Retype all the records below exactly as they are, with no image carried over.

Dataset entries
::::::::

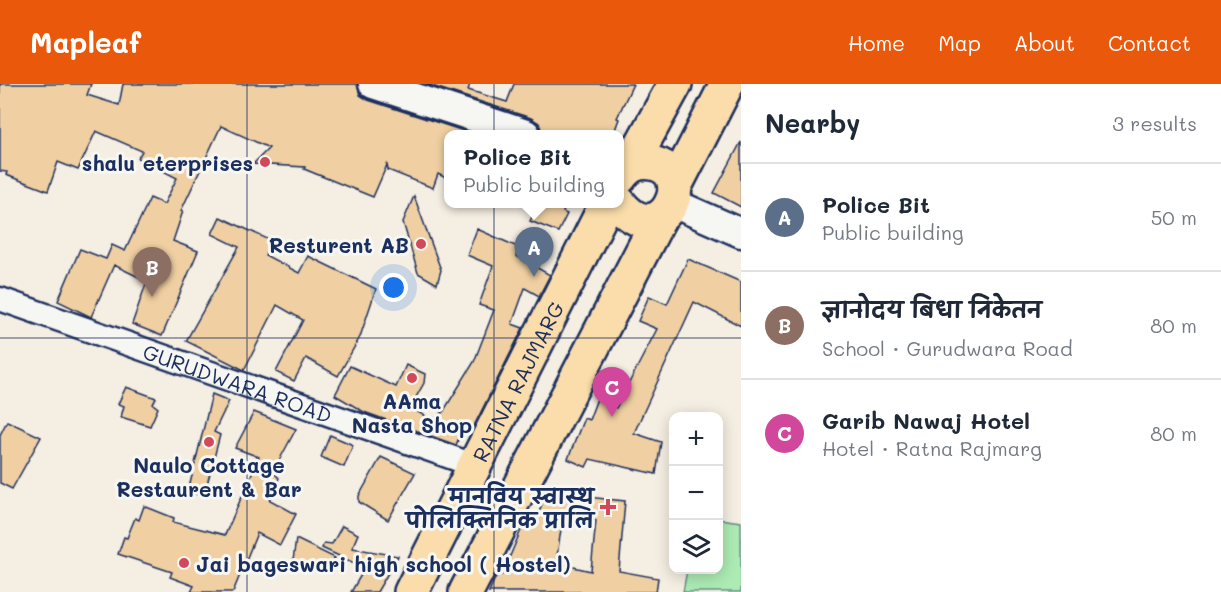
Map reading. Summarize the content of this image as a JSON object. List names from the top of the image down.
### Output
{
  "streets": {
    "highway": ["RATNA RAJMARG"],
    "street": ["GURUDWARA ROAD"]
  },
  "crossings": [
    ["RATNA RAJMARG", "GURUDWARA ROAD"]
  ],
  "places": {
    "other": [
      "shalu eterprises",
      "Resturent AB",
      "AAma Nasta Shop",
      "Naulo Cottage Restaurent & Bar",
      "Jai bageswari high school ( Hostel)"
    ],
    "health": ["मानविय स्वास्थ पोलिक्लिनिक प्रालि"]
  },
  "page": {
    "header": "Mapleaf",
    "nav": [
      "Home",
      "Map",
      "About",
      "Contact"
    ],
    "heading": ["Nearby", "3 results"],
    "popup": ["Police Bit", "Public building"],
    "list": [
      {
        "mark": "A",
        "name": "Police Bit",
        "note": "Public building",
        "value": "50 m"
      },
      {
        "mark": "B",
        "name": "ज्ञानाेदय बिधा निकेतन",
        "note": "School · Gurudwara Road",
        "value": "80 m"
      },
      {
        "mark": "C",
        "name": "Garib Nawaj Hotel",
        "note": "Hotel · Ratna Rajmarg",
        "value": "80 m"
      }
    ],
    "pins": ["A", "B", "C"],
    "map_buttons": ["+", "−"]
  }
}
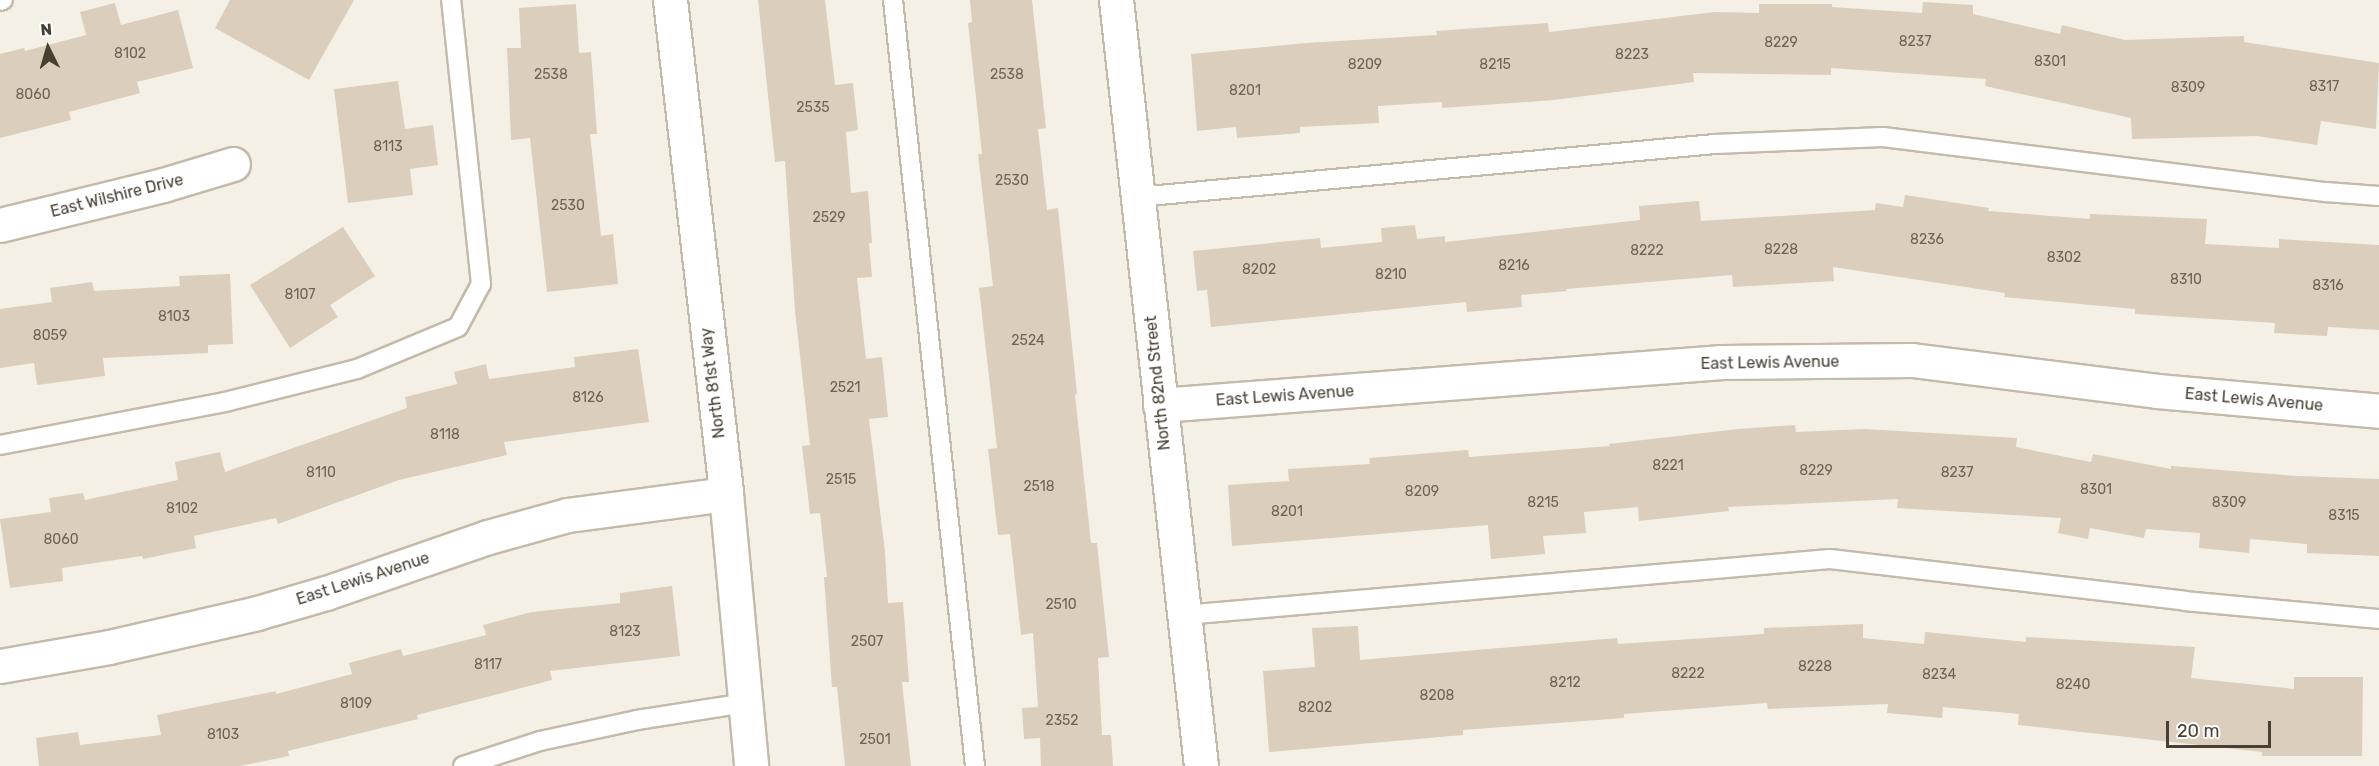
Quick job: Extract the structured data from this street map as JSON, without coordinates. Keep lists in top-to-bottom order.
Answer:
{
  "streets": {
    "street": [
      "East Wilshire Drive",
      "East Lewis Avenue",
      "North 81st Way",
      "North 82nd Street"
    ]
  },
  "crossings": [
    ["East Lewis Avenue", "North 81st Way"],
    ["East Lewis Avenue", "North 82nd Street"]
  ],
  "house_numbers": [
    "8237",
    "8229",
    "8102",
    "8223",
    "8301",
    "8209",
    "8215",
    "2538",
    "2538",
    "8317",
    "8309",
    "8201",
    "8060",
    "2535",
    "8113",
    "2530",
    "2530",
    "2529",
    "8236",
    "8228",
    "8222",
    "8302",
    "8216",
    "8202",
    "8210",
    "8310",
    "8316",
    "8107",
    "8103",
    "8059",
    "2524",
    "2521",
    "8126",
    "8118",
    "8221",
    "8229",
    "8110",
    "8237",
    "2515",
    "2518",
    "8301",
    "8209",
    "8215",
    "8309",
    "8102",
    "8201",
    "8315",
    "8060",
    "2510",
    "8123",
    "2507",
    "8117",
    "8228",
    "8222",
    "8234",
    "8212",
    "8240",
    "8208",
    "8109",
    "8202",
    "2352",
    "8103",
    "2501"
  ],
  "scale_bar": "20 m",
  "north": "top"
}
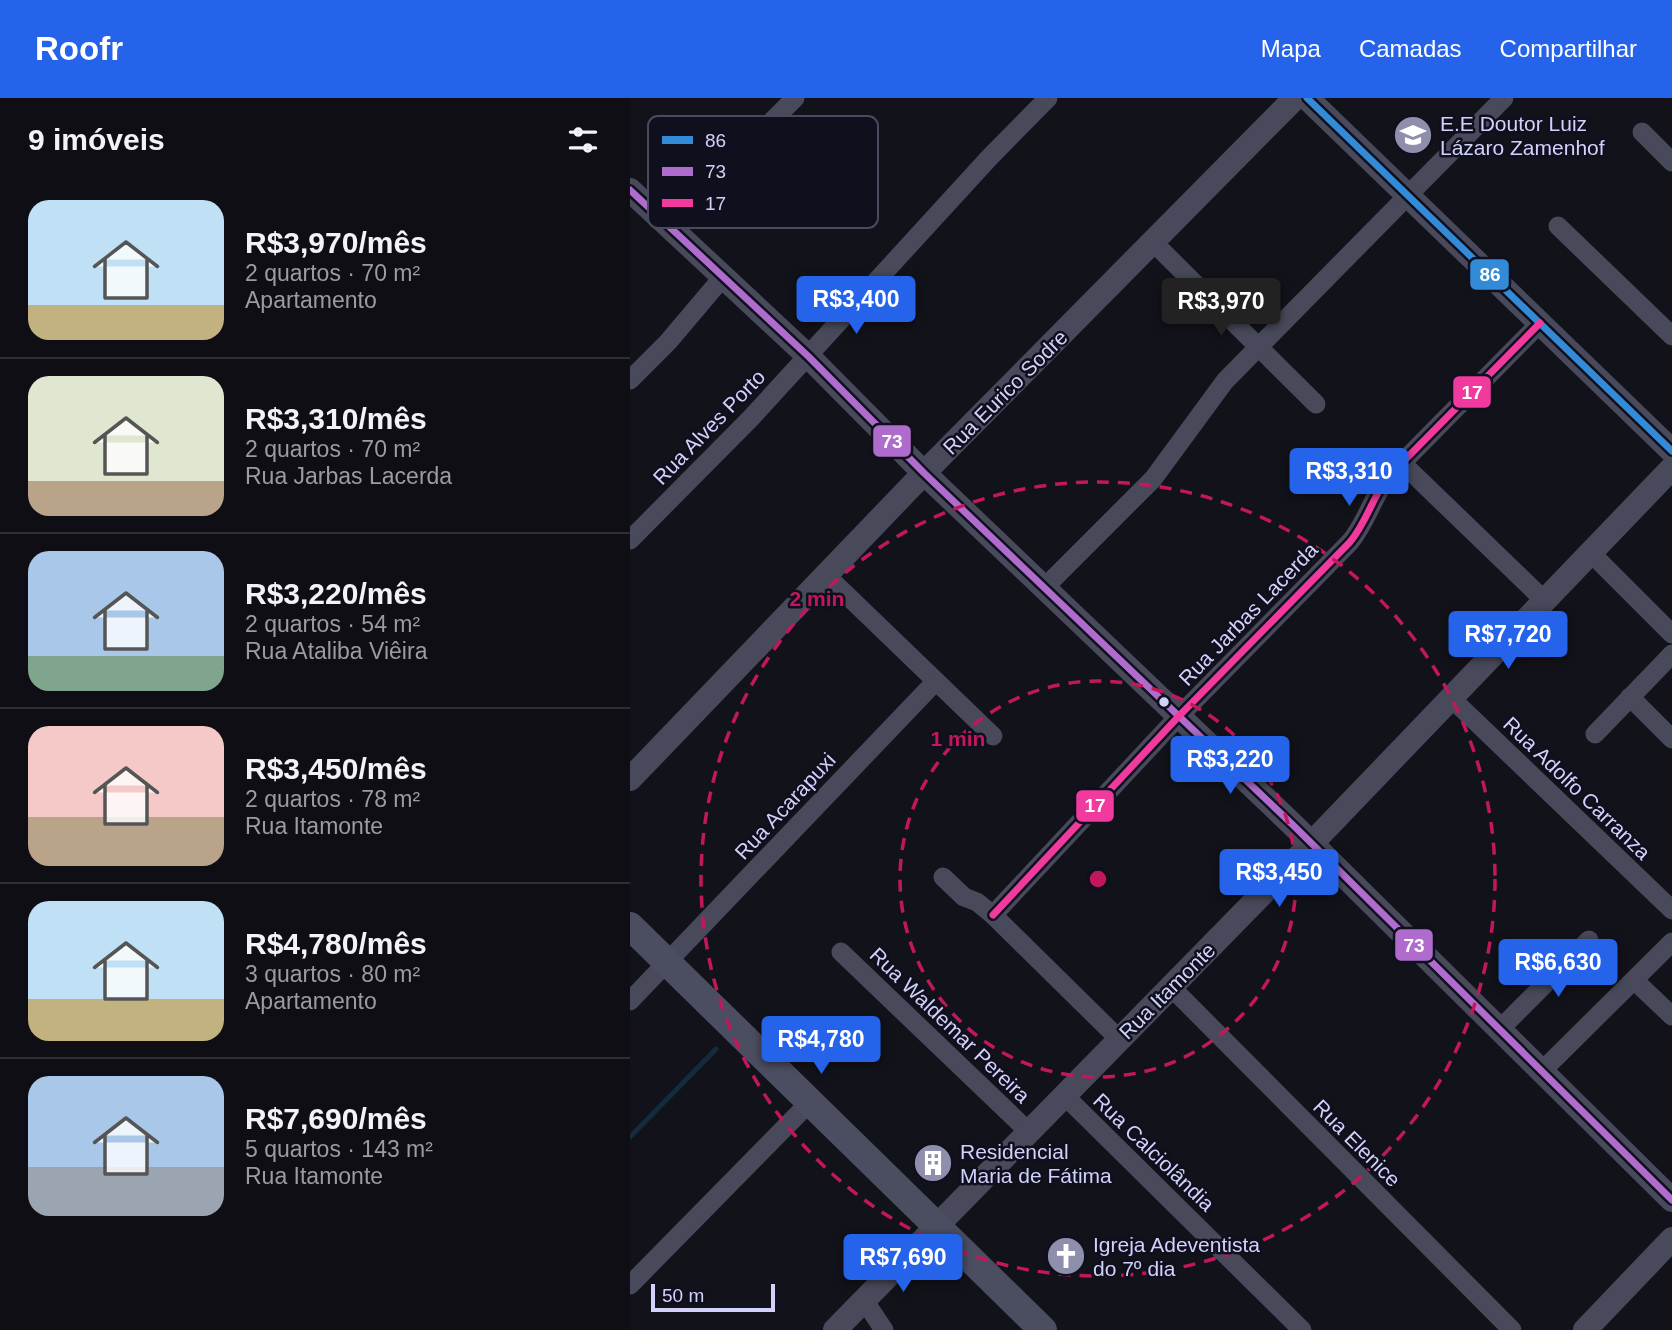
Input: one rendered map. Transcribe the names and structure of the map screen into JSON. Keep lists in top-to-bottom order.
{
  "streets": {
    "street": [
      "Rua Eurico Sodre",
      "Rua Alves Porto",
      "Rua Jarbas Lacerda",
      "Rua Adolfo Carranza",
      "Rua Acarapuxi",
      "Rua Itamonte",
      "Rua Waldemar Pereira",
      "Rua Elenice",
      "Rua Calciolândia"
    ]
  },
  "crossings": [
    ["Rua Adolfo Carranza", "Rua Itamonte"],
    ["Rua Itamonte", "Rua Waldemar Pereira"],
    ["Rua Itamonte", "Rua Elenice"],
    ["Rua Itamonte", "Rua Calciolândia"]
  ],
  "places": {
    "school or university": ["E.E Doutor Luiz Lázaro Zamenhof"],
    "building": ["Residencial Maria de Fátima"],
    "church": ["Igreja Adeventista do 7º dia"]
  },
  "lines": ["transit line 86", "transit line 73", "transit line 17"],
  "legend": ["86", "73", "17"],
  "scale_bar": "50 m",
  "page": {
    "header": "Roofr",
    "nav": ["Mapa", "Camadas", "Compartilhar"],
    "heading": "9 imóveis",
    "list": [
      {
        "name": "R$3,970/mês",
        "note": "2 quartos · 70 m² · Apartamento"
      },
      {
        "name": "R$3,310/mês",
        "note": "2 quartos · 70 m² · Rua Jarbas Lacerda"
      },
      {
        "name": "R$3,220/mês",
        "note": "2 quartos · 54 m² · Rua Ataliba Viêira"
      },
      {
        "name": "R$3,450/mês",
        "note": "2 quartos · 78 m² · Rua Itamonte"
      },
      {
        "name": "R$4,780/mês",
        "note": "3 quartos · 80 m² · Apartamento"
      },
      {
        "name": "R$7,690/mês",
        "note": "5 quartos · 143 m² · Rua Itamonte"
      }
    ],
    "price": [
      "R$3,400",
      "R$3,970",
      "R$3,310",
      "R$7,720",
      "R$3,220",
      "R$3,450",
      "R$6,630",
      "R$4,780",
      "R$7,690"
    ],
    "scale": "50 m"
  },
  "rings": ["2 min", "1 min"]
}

::::::::

• **Response to this task**
Map reading. Summarize the content of this image as a JSON object. List names from the top of the image down.
### Output
{
  "streets": {
    "highway": ["RATNA RAJMARG"],
    "street": ["GURUDWARA ROAD"]
  },
  "crossings": [
    ["RATNA RAJMARG", "GURUDWARA ROAD"]
  ],
  "places": {
    "other": [
      "shalu eterprises",
      "Resturent AB",
      "AAma Nasta Shop",
      "Naulo Cottage Restaurent & Bar",
      "Jai bageswari high school ( Hostel)"
    ],
    "health": ["मानविय स्वास्थ पोलिक्लिनिक प्रालि"]
  },
  "page": {
    "header": "Mapleaf",
    "nav": [
      "Home",
      "Map",
      "About",
      "Contact"
    ],
    "heading": ["Nearby", "3 results"],
    "popup": ["Police Bit", "Public building"],
    "list": [
      {
        "mark": "A",
        "name": "Police Bit",
        "note": "Public building",
        "value": "50 m"
      },
      {
        "mark": "B",
        "name": "ज्ञानाेदय बिधा निकेतन",
        "note": "School · Gurudwara Road",
        "value": "80 m"
      },
      {
        "mark": "C",
        "name": "Garib Nawaj Hotel",
        "note": "Hotel · Ratna Rajmarg",
        "value": "80 m"
      }
    ],
    "pins": ["A", "B", "C"],
    "map_buttons": ["+", "−"]
  }
}
Quick job: Extract the structured data from this street map as JSON, without coordinates. Keep lists in top-to-bottom order.
Answer:
{
  "streets": {
    "street": [
      "East Wilshire Drive",
      "East Lewis Avenue",
      "North 81st Way",
      "North 82nd Street"
    ]
  },
  "crossings": [
    ["East Lewis Avenue", "North 81st Way"],
    ["East Lewis Avenue", "North 82nd Street"]
  ],
  "house_numbers": [
    "8237",
    "8229",
    "8102",
    "8223",
    "8301",
    "8209",
    "8215",
    "2538",
    "2538",
    "8317",
    "8309",
    "8201",
    "8060",
    "2535",
    "8113",
    "2530",
    "2530",
    "2529",
    "8236",
    "8228",
    "8222",
    "8302",
    "8216",
    "8202",
    "8210",
    "8310",
    "8316",
    "8107",
    "8103",
    "8059",
    "2524",
    "2521",
    "8126",
    "8118",
    "8221",
    "8229",
    "8110",
    "8237",
    "2515",
    "2518",
    "8301",
    "8209",
    "8215",
    "8309",
    "8102",
    "8201",
    "8315",
    "8060",
    "2510",
    "8123",
    "2507",
    "8117",
    "8228",
    "8222",
    "8234",
    "8212",
    "8240",
    "8208",
    "8109",
    "8202",
    "2352",
    "8103",
    "2501"
  ],
  "scale_bar": "20 m",
  "north": "top"
}
Input: one rendered map. Transcribe the names and structure of the map screen into JSON. Keep lists in top-to-bottom order.
{
  "streets": {
    "street": [
      "Rua Eurico Sodre",
      "Rua Alves Porto",
      "Rua Jarbas Lacerda",
      "Rua Adolfo Carranza",
      "Rua Acarapuxi",
      "Rua Itamonte",
      "Rua Waldemar Pereira",
      "Rua Elenice",
      "Rua Calciolândia"
    ]
  },
  "crossings": [
    ["Rua Adolfo Carranza", "Rua Itamonte"],
    ["Rua Itamonte", "Rua Waldemar Pereira"],
    ["Rua Itamonte", "Rua Elenice"],
    ["Rua Itamonte", "Rua Calciolândia"]
  ],
  "places": {
    "school or university": ["E.E Doutor Luiz Lázaro Zamenhof"],
    "building": ["Residencial Maria de Fátima"],
    "church": ["Igreja Adeventista do 7º dia"]
  },
  "lines": ["transit line 86", "transit line 73", "transit line 17"],
  "legend": ["86", "73", "17"],
  "scale_bar": "50 m",
  "page": {
    "header": "Roofr",
    "nav": ["Mapa", "Camadas", "Compartilhar"],
    "heading": "9 imóveis",
    "list": [
      {
        "name": "R$3,970/mês",
        "note": "2 quartos · 70 m² · Apartamento"
      },
      {
        "name": "R$3,310/mês",
        "note": "2 quartos · 70 m² · Rua Jarbas Lacerda"
      },
      {
        "name": "R$3,220/mês",
        "note": "2 quartos · 54 m² · Rua Ataliba Viêira"
      },
      {
        "name": "R$3,450/mês",
        "note": "2 quartos · 78 m² · Rua Itamonte"
      },
      {
        "name": "R$4,780/mês",
        "note": "3 quartos · 80 m² · Apartamento"
      },
      {
        "name": "R$7,690/mês",
        "note": "5 quartos · 143 m² · Rua Itamonte"
      }
    ],
    "price": [
      "R$3,400",
      "R$3,970",
      "R$3,310",
      "R$7,720",
      "R$3,220",
      "R$3,450",
      "R$6,630",
      "R$4,780",
      "R$7,690"
    ],
    "scale": "50 m"
  },
  "rings": ["2 min", "1 min"]
}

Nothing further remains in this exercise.